▶ **Material provided**:

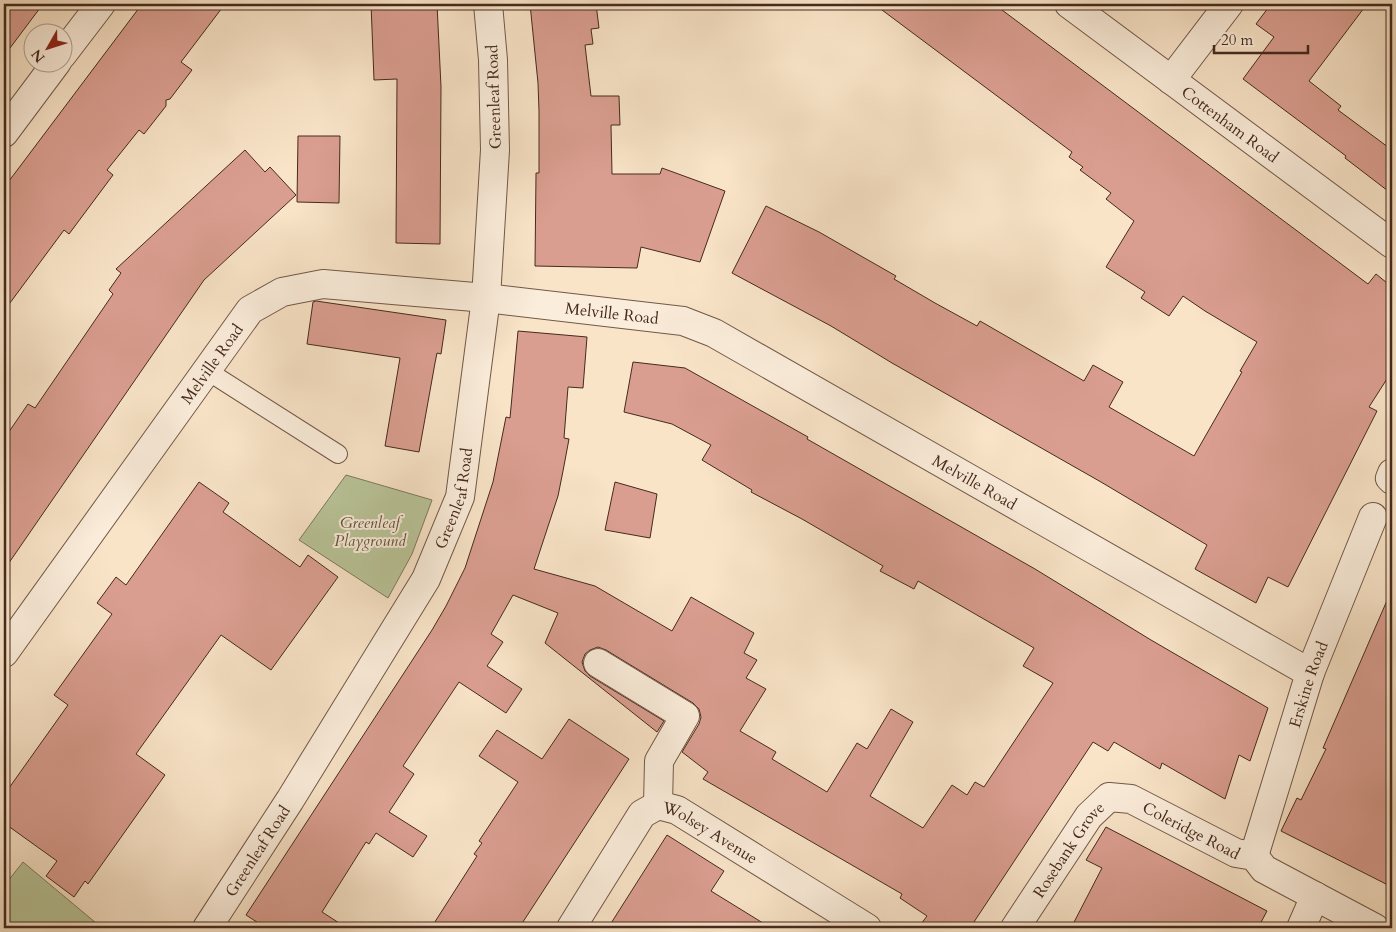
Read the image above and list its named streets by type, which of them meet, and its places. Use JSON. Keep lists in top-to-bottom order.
{
  "streets": {
    "street": [
      "Greenleaf Road",
      "Cottenham Road",
      "Melville Road",
      "Erskine Road",
      "Coleridge Road",
      "Wolsey Avenue",
      "Rosebank Grove"
    ]
  },
  "crossings": [
    ["Greenleaf Road", "Melville Road"],
    ["Melville Road", "Erskine Road"],
    ["Erskine Road", "Coleridge Road"],
    ["Coleridge Road", "Rosebank Grove"]
  ],
  "parks": ["Greenleaf Playground"],
  "scale_bar": "20 m",
  "north": "bottom left"
}
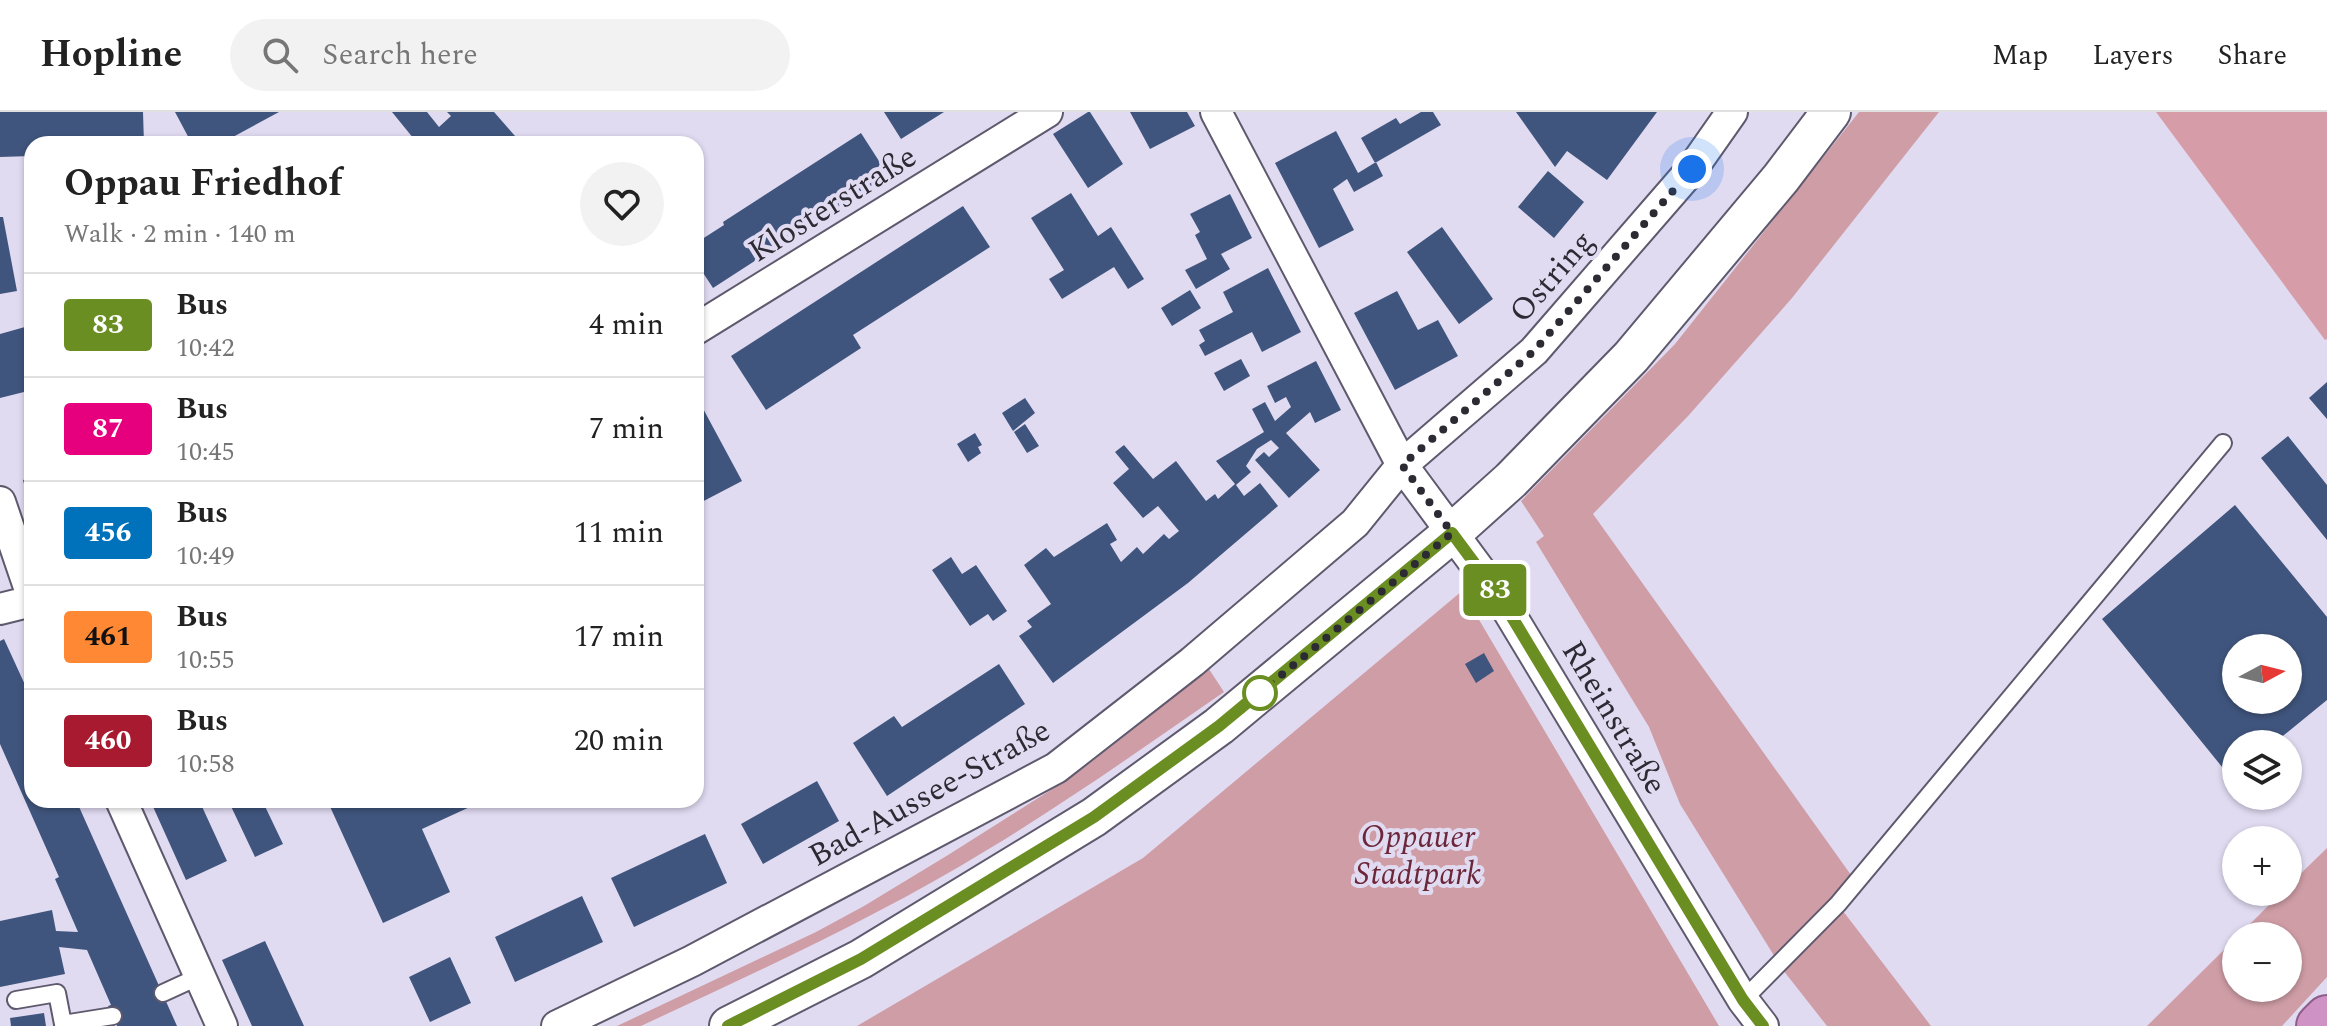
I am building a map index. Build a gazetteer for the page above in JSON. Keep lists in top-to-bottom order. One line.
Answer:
{"streets":{"street":["Klosterstraße","Ostring","Rheinstraße","Bad-Aussee-Straße"]},"crossings":[["Ostring","Rheinstraße"],["Ostring","Bad-Aussee-Straße"],["Rheinstraße","Bad-Aussee-Straße"]],"parks":["Oppauer Stadtpark"],"lines":["bus line 83"],"north":"right","page":{"header":"Hopline","search":"Search here","nav":["Map","Layers","Share"],"on_map":"83","heading":["Oppau Friedhof","Walk · 2 min · 140 m"],"list":[{"mark":"83","name":"Bus","note":"10:42","value":"4 min"},{"mark":"87","name":"Bus","note":"10:45","value":"7 min"},{"mark":"456","name":"Bus","note":"10:49","value":"11 min"},{"mark":"461","name":"Bus","note":"10:55","value":"17 min"},{"mark":"460","name":"Bus","note":"10:58","value":"20 min"}],"map_buttons":["+","−"]}}
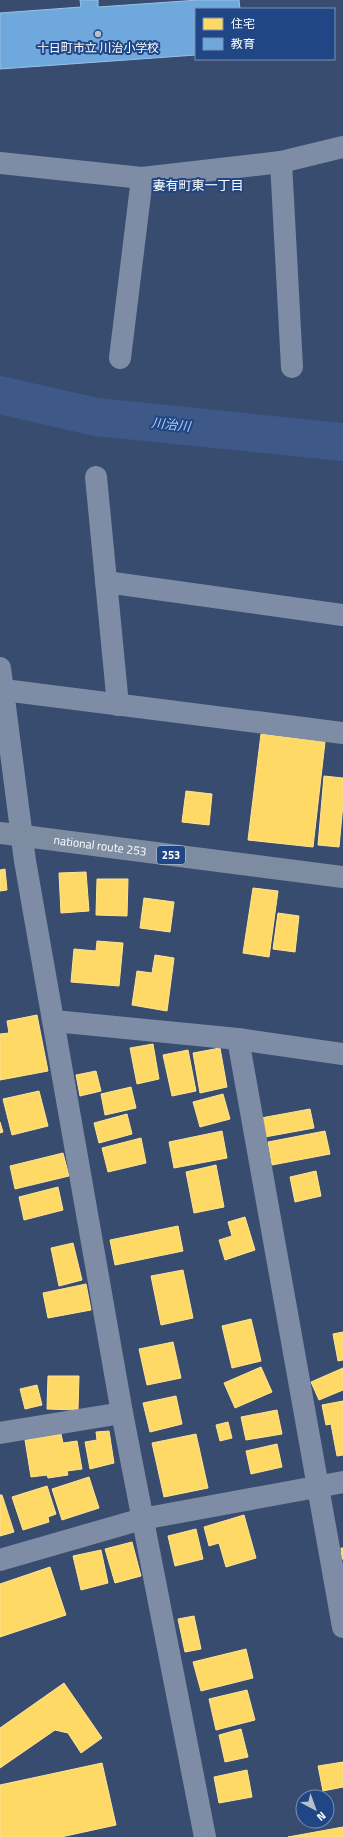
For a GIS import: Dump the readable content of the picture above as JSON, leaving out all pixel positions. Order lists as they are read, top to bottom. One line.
{"streets":{"highway":["national route 253","253"]},"districts":["妻有町東一丁目"],"water":["川治川"],"places":["十日町市立 川治小学校"],"legend":["住宅","教育"],"north":"bottom right"}
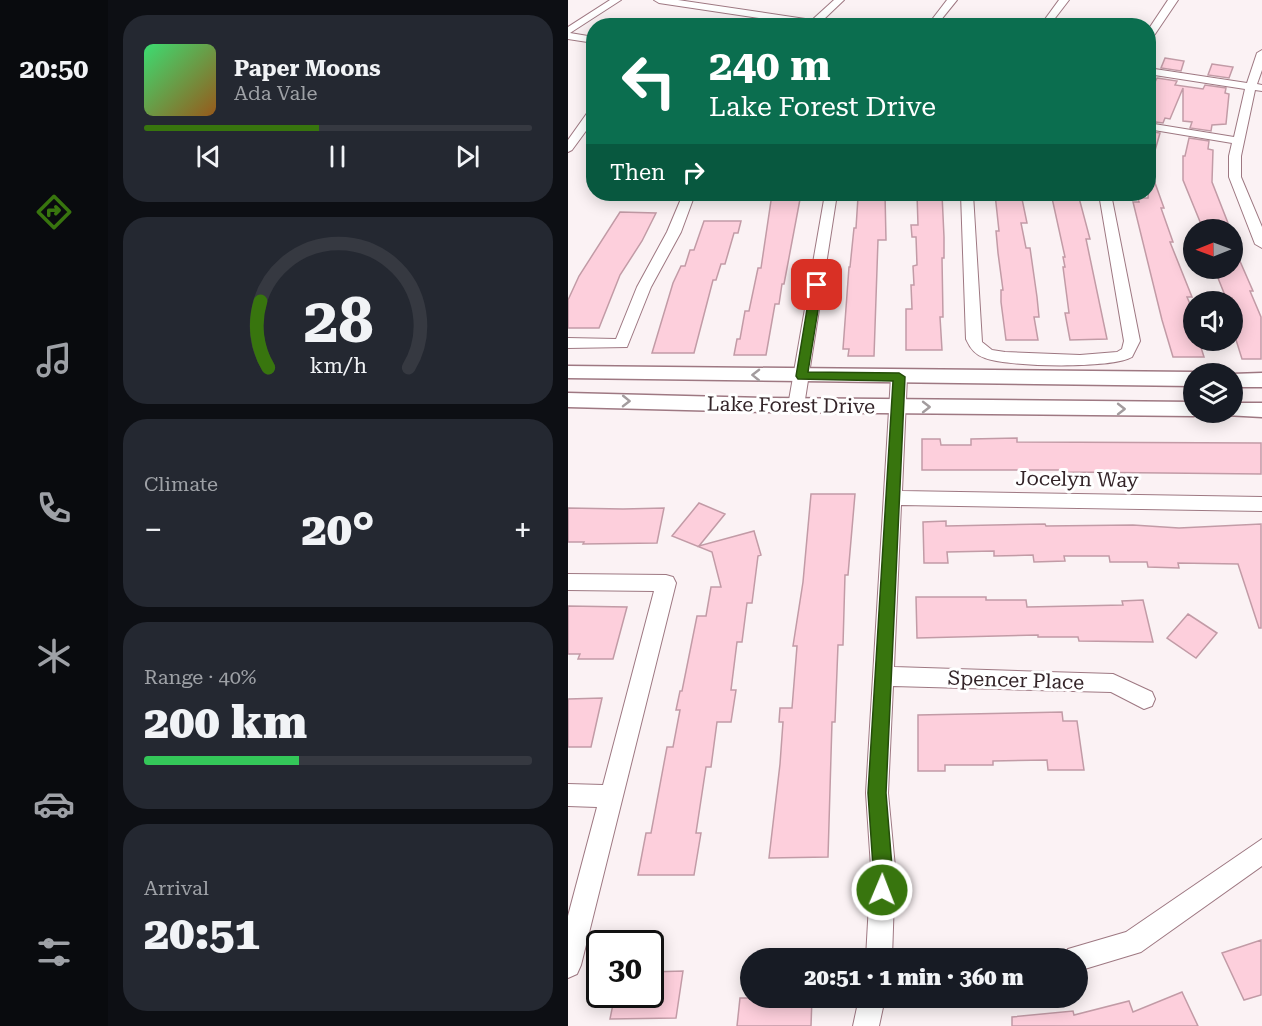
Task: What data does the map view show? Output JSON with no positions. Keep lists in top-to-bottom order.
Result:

▶ **What this task involves**: Give the entries above again in full and exactly, but not the pictures.

▶ **Written answer**:
Read the image above and list its named streets by type, which of them meet, and its places. Use JSON. Keep lists in top-to-bottom order.
{
  "streets": {
    "street": [
      "Greenleaf Road",
      "Cottenham Road",
      "Melville Road",
      "Erskine Road",
      "Coleridge Road",
      "Wolsey Avenue",
      "Rosebank Grove"
    ]
  },
  "crossings": [
    ["Greenleaf Road", "Melville Road"],
    ["Melville Road", "Erskine Road"],
    ["Erskine Road", "Coleridge Road"],
    ["Coleridge Road", "Rosebank Grove"]
  ],
  "parks": ["Greenleaf Playground"],
  "scale_bar": "20 m",
  "north": "bottom left"
}
I am building a map index. Build a gazetteer for the page above in JSON. Keep lists in top-to-bottom order. One line.
Answer:
{"streets":{"street":["Klosterstraße","Ostring","Rheinstraße","Bad-Aussee-Straße"]},"crossings":[["Ostring","Rheinstraße"],["Ostring","Bad-Aussee-Straße"],["Rheinstraße","Bad-Aussee-Straße"]],"parks":["Oppauer Stadtpark"],"lines":["bus line 83"],"north":"right","page":{"header":"Hopline","search":"Search here","nav":["Map","Layers","Share"],"on_map":"83","heading":["Oppau Friedhof","Walk · 2 min · 140 m"],"list":[{"mark":"83","name":"Bus","note":"10:42","value":"4 min"},{"mark":"87","name":"Bus","note":"10:45","value":"7 min"},{"mark":"456","name":"Bus","note":"10:49","value":"11 min"},{"mark":"461","name":"Bus","note":"10:55","value":"17 min"},{"mark":"460","name":"Bus","note":"10:58","value":"20 min"}],"map_buttons":["+","−"]}}
For a GIS import: Dump the readable content of the picture above as JSON, leaving out all pixel positions. Order lists as they are read, top to bottom. One line.
{"streets":{"highway":["national route 253","253"]},"districts":["妻有町東一丁目"],"water":["川治川"],"places":["十日町市立 川治小学校"],"legend":["住宅","教育"],"north":"bottom right"}
Task: What data does the map view show? Output JSON with no positions. Keep lists in top-to-bottom order.
Result:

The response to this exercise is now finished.